Background

In eukaryotic organisms, the packaging of long DNA molecules into the nucleus is achieved by wrapping the DNA around histone proteins to form nucleosomes, and further compacting this structure into chromatin (Kornberg, 1974). The control of chromatin condensation is a major player in the regulation of gene expression. Since high DNA compaction restricts access for the transcriptional machinery, closed chromatin is usually associated with repressed gene expression. By contrast, open chromatin is associated with active gene expression, and the presence of regulatory elements like enhancers and promoters (Wegel and Shaw, 2005). The potential to reveal areas of high and low transcriptional activity has led to genome-wide mapping of chromatin accessibility becoming an area of broad interest.

Until now, several technologies for assessing the genomic profile of chromatin compaction have been developed. Some examples are micrococcal nuclease sensitivity (MNase-seq) (Zaret, 2005), formaldehyde-assisted isolation of regulatory elements (FAIRE-Seq) (Giresi et al., 2007), and deoxyribonuclease I hypersensitivity (DNase-Seq) (Boyle et al., 2008). In 2013, Greenleaf and colleagues developed a new method to probe chromatin accessibility, called assay for transposase-accessible chromatin with high-throughput sequencing (ATAC-seq). ATAC-seq is a technique that assesses open chromatin using a mutated hyperactive Tn5 transposase, which simultaneously cuts DNA and tags the resulting fragments with sequencing adaptors, preferentially in decondensed chromatin areas (Buenrostro et al., 2013). DNA sequencing libraries are then generated by PCR amplification and analyzed by high-throughput sequencing. The main advantages of ATAC-seq over the methods mentioned above are the low number of cells required as input and the length of the protocol (see Sun et al., 2019 for a full comparison between several chromatin accessibility assays).
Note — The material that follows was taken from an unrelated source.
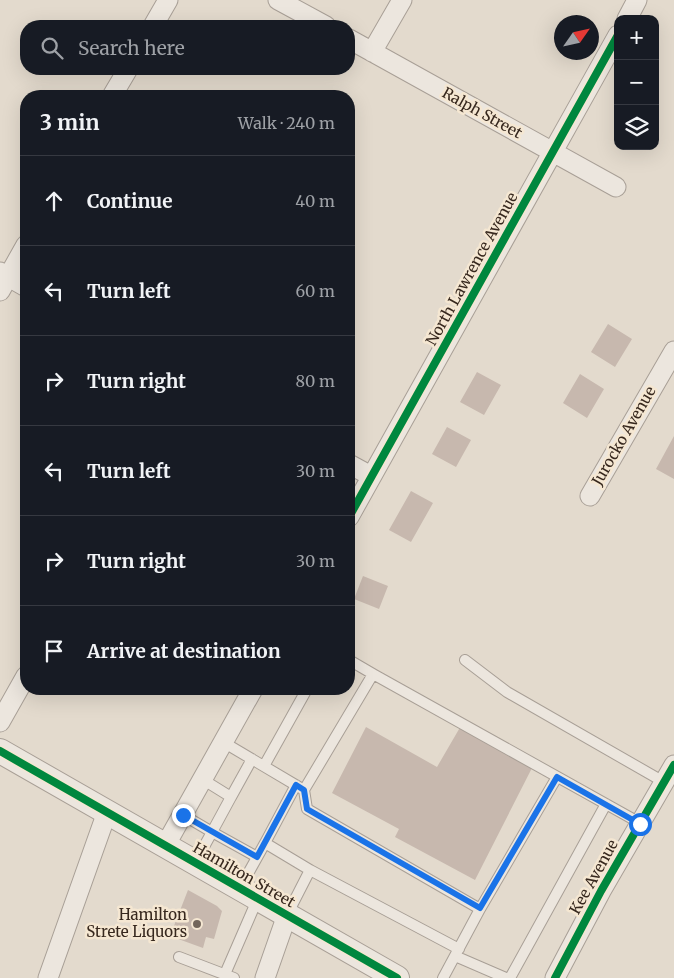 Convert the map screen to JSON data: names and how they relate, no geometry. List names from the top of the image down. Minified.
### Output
{"streets":{"street":["Ralph Street","North Lawrence Avenue","Jurocko Avenue","Hamilton Street","Kee Avenue"]},"crossings":[["Ralph Street","North Lawrence Avenue"]],"places":["Hamilton Strete Liquors"],"north":"top right","page":{"map_buttons":["+","−"],"search":"Search here","heading":["3 min","Walk · 240 m"],"list":[["Continue","40 m"],["Turn left","60 m"],["Turn right","80 m"],["Turn left","30 m"],["Turn right","30 m"],"Arrive at destination"]}}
Since development of the ATAC-seq method, the original authors have advanced (Buenrostro et al., 2015) and improved (OMNI ATAC-seq, Corces et al., 2017) the protocol, to overcome some of the initial limitations of this technique. For example, to remove mitochondrial DNA from the transposition reaction, the OMNI ATAC-seq protocol includes a washing step with non-ionic detergent after the cell lysis. Another improvement is the addition of PBS in the transposition mix, to reduce the background noise. Other researchers from different laboratories have also helped to improve and optimize ATAC-seq protocols (Fujiwara et al., 2019), or have adapted them for specific organisms and cell lines (Doganli et al., 2017, Shashikant and Ettensohn, 2019).

Being a core sequencing facility, our group handles a large number of ATAC-seq projects on a regular basis. We have adopted the OMNI ATAC-seq protocol for most of the ATAC-seq experiments, with two main modifications: (i) to handle a large number of projects, cell samples from researchers are sent cryopreserved, to be stored and processed at a convenient time. In this protocol, we include a section focused on the process of thawing cryopreserved cells, which is very important to preserve cell viability, and therefore to the success of an ATAC-seq experiment. (ii) After the purification of the final PCR reaction with the different silica column DNA purification kits available in the market, it is very common to find primer dimers and unwanted DNA fragments, due to over/under transposase digestion or an excess of PCR cycles. Thus, instead of using silica column-based methods, we purify the ATAC-seq libraries with magnetic beads. In addition to the removal of impurities, this allows us to size select the DNA fragments as needed for different samples. The use of magnetic beads for this step also enables the integration of automation platforms for processing a large number of libraries (Hess et al., 2020).

In summary, we present here an ATAC-seq protocol adapted from Corces et al. (2017) that can be used by sequencing core facilities and other laboratories that routinely handle large quantities of samples.